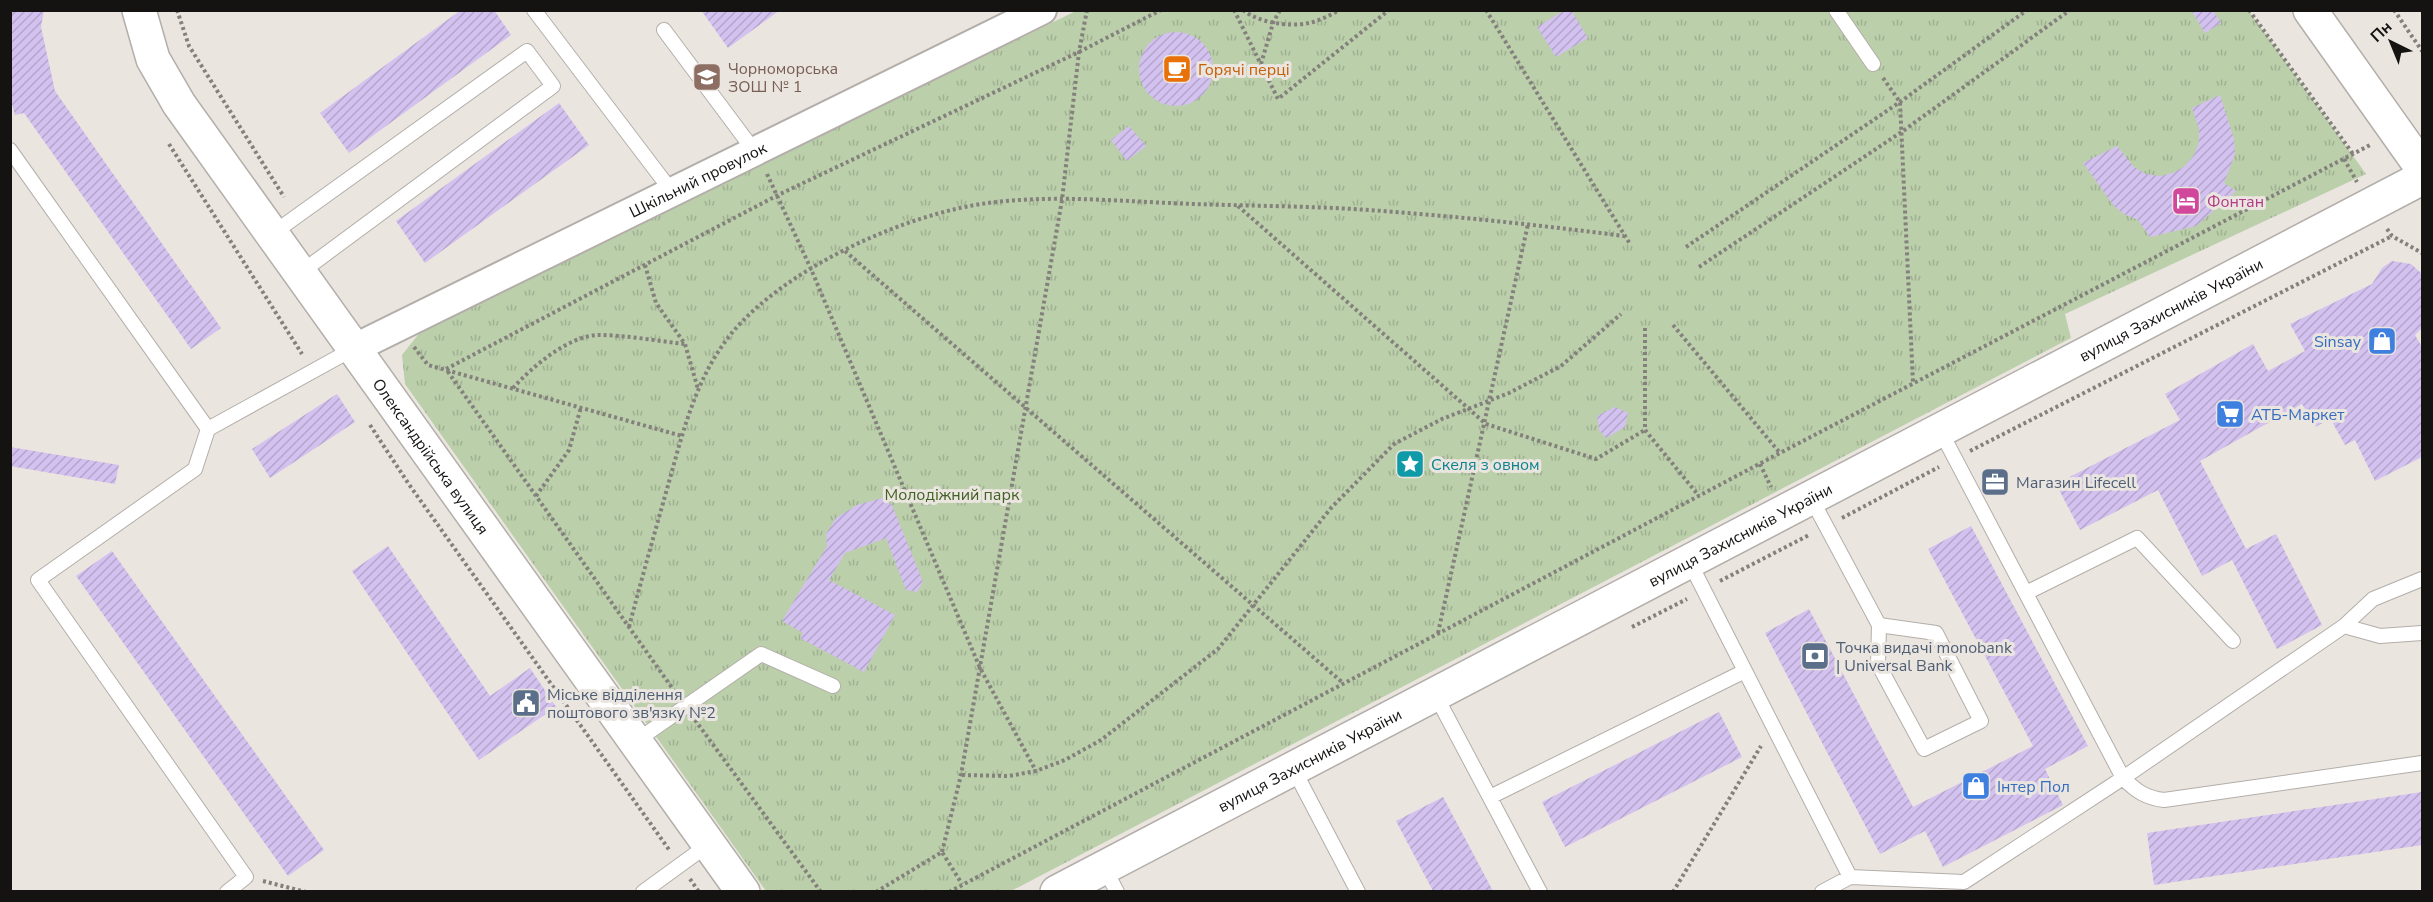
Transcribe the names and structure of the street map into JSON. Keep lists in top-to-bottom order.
{
  "streets": {
    "main road": ["вулиця Захисників України", "Олександрійська вулиця"],
    "street": ["Шкільний провулок"]
  },
  "crossings": [
    ["Шкільний провулок", "Олександрійська вулиця"]
  ],
  "parks": ["Молодіжний парк"],
  "places": {
    "cafe": ["Горячі перці"],
    "school or university": ["Чорноморська ЗОШ № 1"],
    "hotel": ["Фонтан"],
    "shop": ["Sinsay", "Інтер Пол"],
    "supermarket": ["АТБ-Маркет"],
    "place": ["Скеля з овном"],
    "office": ["Магазин Lifecell"],
    "bank": ["Точка видачі monobank | Universal Bank"],
    "public building": ["Міське відділення поштового зв'язку №2"]
  },
  "north": "top left"
}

*-*-*

Requirement>
From the records, copy out each line that includes the string "вулиця".

Answer section>
    "main road": ["вулиця Захисників України", "Олександрійська вулиця"],
    ["Шкільний провулок", "Олександрійська вулиця"]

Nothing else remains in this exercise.